Further, Williams suggests the Liberal Party under Menzies was a Victorian party and that is has somehow ‘moved from its roots’ in not having leaders from that state. What nonsense! The Liberal Party founded by Menzies was not just a Victoria-based party but a national one. Howard, from NSW, won four elections. Abbott, also from NSW, brought them back to office in a landslide election after only six years in opposition.

Peacock never won an election, despite two goes.  He was never a threat to the Labor Party.

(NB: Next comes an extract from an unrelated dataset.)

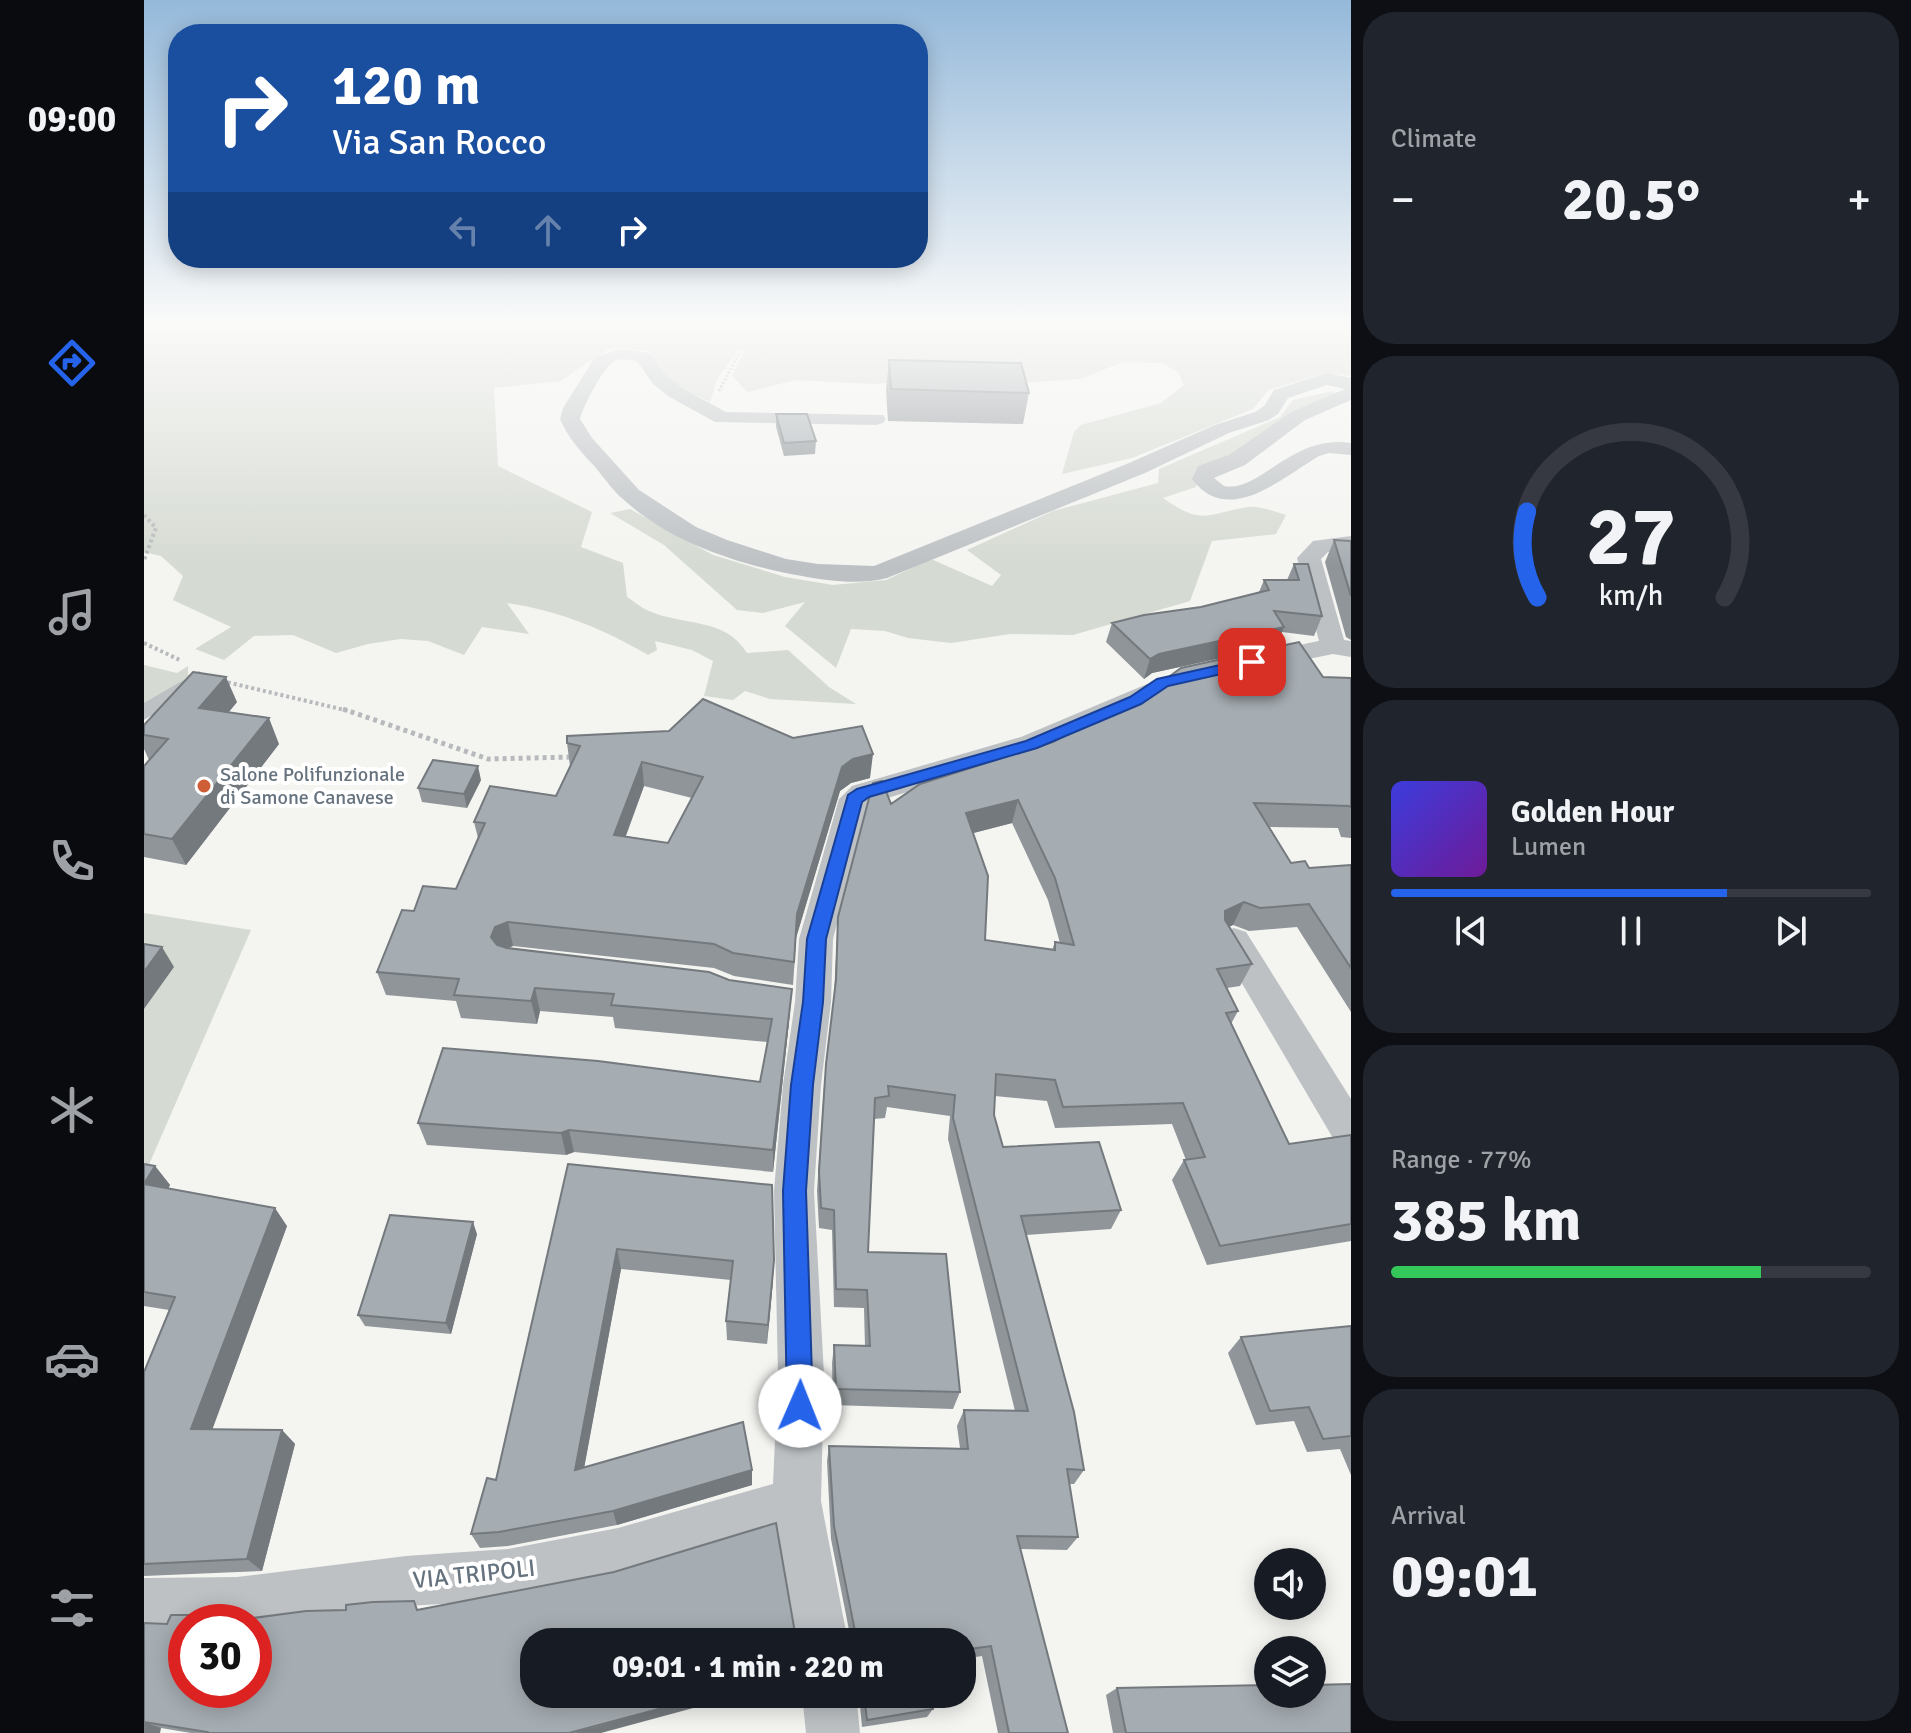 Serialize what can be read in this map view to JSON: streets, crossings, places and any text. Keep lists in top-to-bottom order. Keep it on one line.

Dr Scott Prasser is the author of Menzies: Man & Myth and numerous articles and chapters on the Liberal Party and Coalition politics. He also edits Connor Court’s Australian Biographical series

6 comments
  • pgang

    “Peacock was intelligent and charming, but he was there for a ride, not for the policies, He stood for little but his own promotion.”
    Like MalMo v1 and v2?

  • Harry Lee

    Yes, some very true points that count heavily in the negative column for Peacock.
    And yes, the current Liberal Party has slid down the Leftist drain, following the voters who have been enticed that way by the ALP and Greens whose ideology is anti-freedom, anti-wealth creation, anti-truth, Big Statist, and pro-UN/pro-China.
    Separately, but related, consider Howard’s confiscation of firearms from law-abiding farmers and other law-abiding citizens, while doing nothing to reduce the incidence of violently insane people who walk the streets, drive violently under the influence of alcohol/other drugs, and reside in houses next door to us.
    Bad, very bad.
    And Howard’s stopping the boats, while flinging open the airport doors to anti-Westernist parasites who will cost us plenty, nett nett in perpetuity, in surveillance, policing, human rights lawyers, social workers, task forces, community grants, welfare, and medical expenses.
    On the Good-Bad dimension, that is far, far Bad -a point that must be made to assist the comprehension of those a bit shaky on the Good versus Bad thing.
    And for people who demonise the Big End of town, note this:
    Investors, entrepreneurs and managers make it possible for everyone else to eat, drink, be medicated, and be housed as well as they are. And now that the anti-Westernist Left has won the Civil War, those wealth creators are fast giving up their efforts that previously ensured that non-nett-wealth-creators got their victuals for free. The Left has endorsed, encouraged and rewarded parasitism in Australia. So the actual hosts are disembarking.
    Let us let the scales fall from our eyes.

  • David_Blake

    The Queensland copper Bill Hayden once described Peacock as the “fag end of the Peter Stuyvesant Jet Set.”

  • James Franklin

    Near the end of Peter Coleman’s remarkable essay on the frenzy of political life there’s something about being part of the “demoralized rabble” of the Federal party in Peacock’s time http://www.the-rathouse.com/2012/peter-coleman-leaves.html

  • Harry Lee

    James Franklin, thank you for the Coleman piece.
    What Coleman did and what he says in his essay tell us something important, viz: In a democracy, if politicians only oil the machinery, the machinery goes all the way Left. After Askin, Bolte, Hamer, Joh, Court left the scene, everything slid to the Left. But it was not for want of leaders, not really. It was for want of Proper Ordinary Australians. The majority of voters had come to reject any suggestion that they could not have everything they wanted -material goodies, virtue, anti-marxism, civil safety, proper education -for nothing. The Whitlam fiasco opened the floodgates, and the Fraser boat was simply swept leftward by the rushing waters. And here we are today, fully animated by Leftist anti-Truth, bullied by anti-Westernist commissars and their agents in all institutions. Many of these commissars and their agents are recent entry non-Europeans. And Australia is soon to become a quarry&farm slave-holding of China, under the local supervision of the ALP.

  • Geoffrey Luck

    The Peacock panegyric also fatally over-praised his initiatives in Papua New Guinea, crediting him with gar-sighted support for early independence. Not so. Peacock merely hopped on the tail of Whitlam’s disastrous interventions in support of Tolai malcontents and Sepik chancers to yell: “Me too!” It reinforced the suspicion that he never really understood anything about anything.